The Parole Board of Canada agreed last month to reinstate his day parole for another six months, saying that Match is not “an undue risk” to the community and he can be monitored under “enhanced supervision.”
This includes living in a halfway house in the Fraser Valley and abiding by certain conditions such as not using drugs or alcohol and following a treatment plan in the areas of violence, drug use and decision-making.
Match was first convicted in September 2012 and sentenced to five and a half years in jail on a charge of possession for the purpose of trafficking.
He and another man, Manindervir Virk, were arrested in September 2009 after being spotted by the Air One police helicopter running through a berry field along the Canada-U.S. border in Abbotsford.
Officers dispatched to the scene discovered four duffel bags filled with 40 bricks of cocaine valued at between $1.4 million and $2 million. Match and Virk were found hiding in some bushes and were arrested.
Match later lost a bid to appeal his sentence, but the delay in the process meant he did not begin serving his sentence until December 2014.
Meanwhile, in the fall of 2013, a shipment of cocaine went missing, and Match – who was on bail at the time – was held responsible, according to parole board documents.
In January 2014, he met with Tarsem (Shane) Dhaliwal – the alleged owner of the drugs – who tried to stab him. Match gained control of the knife and stabbed Dhaliwal several times, killing him.

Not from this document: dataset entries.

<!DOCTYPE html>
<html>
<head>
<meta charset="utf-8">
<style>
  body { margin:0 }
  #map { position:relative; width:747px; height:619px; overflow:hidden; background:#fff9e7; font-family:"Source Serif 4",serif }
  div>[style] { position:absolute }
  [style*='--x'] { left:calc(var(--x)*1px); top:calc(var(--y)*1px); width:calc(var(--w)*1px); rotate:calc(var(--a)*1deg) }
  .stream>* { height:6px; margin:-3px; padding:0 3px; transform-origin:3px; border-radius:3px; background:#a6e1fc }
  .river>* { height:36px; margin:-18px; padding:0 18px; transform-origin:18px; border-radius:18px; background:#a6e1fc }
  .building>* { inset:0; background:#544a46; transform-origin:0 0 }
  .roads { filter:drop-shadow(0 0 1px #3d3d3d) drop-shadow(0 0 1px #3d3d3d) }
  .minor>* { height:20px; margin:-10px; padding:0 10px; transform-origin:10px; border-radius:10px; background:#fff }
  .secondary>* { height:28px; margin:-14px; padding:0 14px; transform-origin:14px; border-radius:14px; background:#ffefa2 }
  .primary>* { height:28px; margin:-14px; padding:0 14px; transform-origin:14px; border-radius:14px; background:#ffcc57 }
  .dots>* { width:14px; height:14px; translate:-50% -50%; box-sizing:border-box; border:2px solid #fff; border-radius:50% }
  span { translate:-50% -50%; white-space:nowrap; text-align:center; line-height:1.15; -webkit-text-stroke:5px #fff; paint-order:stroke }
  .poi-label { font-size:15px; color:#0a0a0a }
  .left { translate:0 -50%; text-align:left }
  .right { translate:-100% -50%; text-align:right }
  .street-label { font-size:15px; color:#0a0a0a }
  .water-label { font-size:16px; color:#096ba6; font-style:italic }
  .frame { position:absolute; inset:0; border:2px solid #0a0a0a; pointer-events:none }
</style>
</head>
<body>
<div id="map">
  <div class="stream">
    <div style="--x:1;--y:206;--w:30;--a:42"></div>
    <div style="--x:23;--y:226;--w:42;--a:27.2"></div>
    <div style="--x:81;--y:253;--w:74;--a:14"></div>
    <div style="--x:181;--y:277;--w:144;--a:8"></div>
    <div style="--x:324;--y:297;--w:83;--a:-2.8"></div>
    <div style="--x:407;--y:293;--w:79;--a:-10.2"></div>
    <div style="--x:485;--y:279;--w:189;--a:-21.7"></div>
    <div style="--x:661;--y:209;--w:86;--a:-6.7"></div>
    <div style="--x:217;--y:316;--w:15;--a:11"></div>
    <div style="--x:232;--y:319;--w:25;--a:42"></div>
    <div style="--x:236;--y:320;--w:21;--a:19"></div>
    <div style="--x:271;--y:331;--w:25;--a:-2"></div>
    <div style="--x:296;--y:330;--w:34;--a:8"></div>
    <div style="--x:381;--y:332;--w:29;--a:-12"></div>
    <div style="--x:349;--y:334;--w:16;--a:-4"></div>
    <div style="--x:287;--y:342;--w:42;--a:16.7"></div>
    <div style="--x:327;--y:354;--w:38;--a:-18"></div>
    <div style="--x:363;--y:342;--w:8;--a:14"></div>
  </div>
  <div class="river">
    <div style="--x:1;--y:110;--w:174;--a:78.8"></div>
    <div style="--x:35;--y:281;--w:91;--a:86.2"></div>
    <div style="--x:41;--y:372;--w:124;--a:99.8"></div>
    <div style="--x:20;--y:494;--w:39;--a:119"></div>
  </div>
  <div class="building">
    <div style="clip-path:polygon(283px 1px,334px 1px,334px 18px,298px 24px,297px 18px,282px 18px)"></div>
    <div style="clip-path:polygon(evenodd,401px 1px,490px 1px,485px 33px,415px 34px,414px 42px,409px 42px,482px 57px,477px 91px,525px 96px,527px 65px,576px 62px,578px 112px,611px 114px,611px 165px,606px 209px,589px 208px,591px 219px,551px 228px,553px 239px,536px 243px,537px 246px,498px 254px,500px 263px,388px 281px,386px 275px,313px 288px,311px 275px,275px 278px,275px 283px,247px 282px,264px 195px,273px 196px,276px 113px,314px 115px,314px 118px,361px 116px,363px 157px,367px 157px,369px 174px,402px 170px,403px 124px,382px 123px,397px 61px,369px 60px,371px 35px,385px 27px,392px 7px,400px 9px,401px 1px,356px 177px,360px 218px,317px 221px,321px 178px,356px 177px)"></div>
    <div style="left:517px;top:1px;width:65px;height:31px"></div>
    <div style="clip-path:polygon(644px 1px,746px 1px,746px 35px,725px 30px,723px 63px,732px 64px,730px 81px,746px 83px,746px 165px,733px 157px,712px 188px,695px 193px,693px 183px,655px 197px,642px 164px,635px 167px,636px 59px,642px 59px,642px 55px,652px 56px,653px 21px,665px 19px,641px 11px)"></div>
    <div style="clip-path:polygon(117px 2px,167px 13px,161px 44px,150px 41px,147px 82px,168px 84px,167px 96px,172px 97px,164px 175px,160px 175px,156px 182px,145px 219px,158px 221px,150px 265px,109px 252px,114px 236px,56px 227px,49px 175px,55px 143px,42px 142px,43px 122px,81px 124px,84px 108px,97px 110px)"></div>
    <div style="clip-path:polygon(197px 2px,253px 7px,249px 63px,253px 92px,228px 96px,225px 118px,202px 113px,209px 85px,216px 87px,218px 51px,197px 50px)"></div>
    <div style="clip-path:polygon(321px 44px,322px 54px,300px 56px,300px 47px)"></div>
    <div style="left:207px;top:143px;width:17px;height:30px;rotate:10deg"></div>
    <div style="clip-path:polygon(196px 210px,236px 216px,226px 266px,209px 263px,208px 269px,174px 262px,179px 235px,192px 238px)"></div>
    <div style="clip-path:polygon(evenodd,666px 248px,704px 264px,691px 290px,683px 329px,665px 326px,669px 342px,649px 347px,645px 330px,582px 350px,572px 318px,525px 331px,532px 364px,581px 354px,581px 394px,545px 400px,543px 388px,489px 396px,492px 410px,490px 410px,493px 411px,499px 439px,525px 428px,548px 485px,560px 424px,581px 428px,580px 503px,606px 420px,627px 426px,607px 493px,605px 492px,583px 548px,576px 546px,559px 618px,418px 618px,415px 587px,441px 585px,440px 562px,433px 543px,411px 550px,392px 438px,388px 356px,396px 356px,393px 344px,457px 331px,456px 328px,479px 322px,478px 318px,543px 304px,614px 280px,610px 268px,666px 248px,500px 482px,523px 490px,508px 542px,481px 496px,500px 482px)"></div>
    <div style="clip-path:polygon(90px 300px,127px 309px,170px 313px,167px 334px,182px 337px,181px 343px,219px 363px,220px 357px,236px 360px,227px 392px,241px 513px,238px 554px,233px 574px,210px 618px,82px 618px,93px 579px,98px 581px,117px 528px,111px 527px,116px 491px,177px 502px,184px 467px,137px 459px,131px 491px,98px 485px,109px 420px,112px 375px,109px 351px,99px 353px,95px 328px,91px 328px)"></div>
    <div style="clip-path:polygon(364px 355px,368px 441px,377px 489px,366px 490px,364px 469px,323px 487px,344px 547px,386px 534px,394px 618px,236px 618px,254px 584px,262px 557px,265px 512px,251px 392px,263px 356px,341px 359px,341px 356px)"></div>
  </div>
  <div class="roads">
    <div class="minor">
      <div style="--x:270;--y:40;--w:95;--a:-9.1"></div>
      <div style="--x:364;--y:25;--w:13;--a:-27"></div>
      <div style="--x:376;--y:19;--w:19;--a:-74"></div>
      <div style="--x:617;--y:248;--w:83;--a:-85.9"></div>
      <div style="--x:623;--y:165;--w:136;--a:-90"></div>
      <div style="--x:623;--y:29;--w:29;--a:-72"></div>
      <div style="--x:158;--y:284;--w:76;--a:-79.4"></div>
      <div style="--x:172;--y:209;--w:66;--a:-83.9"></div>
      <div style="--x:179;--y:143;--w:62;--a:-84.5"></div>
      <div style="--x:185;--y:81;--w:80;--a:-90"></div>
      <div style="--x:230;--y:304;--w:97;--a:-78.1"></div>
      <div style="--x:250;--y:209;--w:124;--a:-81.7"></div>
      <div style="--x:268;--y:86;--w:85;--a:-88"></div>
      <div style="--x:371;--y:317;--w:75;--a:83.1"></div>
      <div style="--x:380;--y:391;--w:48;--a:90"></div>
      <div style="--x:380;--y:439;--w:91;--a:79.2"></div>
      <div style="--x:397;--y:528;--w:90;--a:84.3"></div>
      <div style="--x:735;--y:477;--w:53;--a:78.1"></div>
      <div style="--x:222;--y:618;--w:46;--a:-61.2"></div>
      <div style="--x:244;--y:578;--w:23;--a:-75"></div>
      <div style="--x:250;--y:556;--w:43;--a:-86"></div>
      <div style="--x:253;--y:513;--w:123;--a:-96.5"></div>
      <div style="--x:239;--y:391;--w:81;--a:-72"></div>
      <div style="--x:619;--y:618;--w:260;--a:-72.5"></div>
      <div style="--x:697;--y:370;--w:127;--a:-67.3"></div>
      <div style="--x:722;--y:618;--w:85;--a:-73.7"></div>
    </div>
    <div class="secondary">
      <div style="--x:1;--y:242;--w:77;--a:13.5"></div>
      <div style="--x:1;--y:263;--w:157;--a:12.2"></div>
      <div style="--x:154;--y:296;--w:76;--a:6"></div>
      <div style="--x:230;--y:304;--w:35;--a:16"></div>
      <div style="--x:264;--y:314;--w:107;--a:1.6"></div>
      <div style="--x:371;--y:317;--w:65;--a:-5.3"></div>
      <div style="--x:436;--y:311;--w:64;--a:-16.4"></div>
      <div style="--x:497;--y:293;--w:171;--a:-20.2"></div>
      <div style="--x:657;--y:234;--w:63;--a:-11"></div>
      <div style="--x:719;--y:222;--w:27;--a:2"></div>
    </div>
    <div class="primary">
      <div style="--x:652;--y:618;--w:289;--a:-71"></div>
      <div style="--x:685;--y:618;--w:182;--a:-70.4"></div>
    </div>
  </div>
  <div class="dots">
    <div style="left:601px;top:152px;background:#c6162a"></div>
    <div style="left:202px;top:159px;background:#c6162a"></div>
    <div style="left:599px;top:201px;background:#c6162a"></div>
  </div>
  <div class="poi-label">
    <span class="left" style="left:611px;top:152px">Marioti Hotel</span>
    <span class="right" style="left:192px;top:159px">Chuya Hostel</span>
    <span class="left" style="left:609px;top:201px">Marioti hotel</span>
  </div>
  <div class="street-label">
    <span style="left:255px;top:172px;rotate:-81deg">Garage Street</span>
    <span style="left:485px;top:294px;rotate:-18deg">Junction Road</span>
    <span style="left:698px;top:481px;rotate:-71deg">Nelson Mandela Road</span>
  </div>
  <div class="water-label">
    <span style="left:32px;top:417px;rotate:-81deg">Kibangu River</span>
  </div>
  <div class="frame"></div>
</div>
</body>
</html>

In March 2018, Match received a consecutive sentence of six and a half years for manslaughter.
Most offenders are eligible to apply for parole after serving one-third of their sentence, and Match was granted day parole in December 2020.
The parole board described Match’s positive drug test in April as “worrisome” and said he continues to need “close supervision and structure.”
The board indicated that Match had a methadone addiction from 2014 and said that, before his imprisonment, he had used other drugs – including opium – for approximately 10 years, spending $2,000 to $3,000 a month.
“The board remains concerned with the seriousness of your offences that include a high level of trafficking across a border and the violent death of another person,” the parole board stated to Match in its recent decision.
However, the board credited Match for having accessed a counsellor and for having strong family support.
They found that those factors, along with his staying in a halfway house and having conditions placed on him, were “sufficient reliable and persuasive information” to continue his day parole.
The documents also indicate that Match is subject to deportation and that he is on “immigration bail.” If he is deported and wants to return to Canada, he must advise Correctional Service Canada and the parole board so that a supervision plan can be put in place for his return.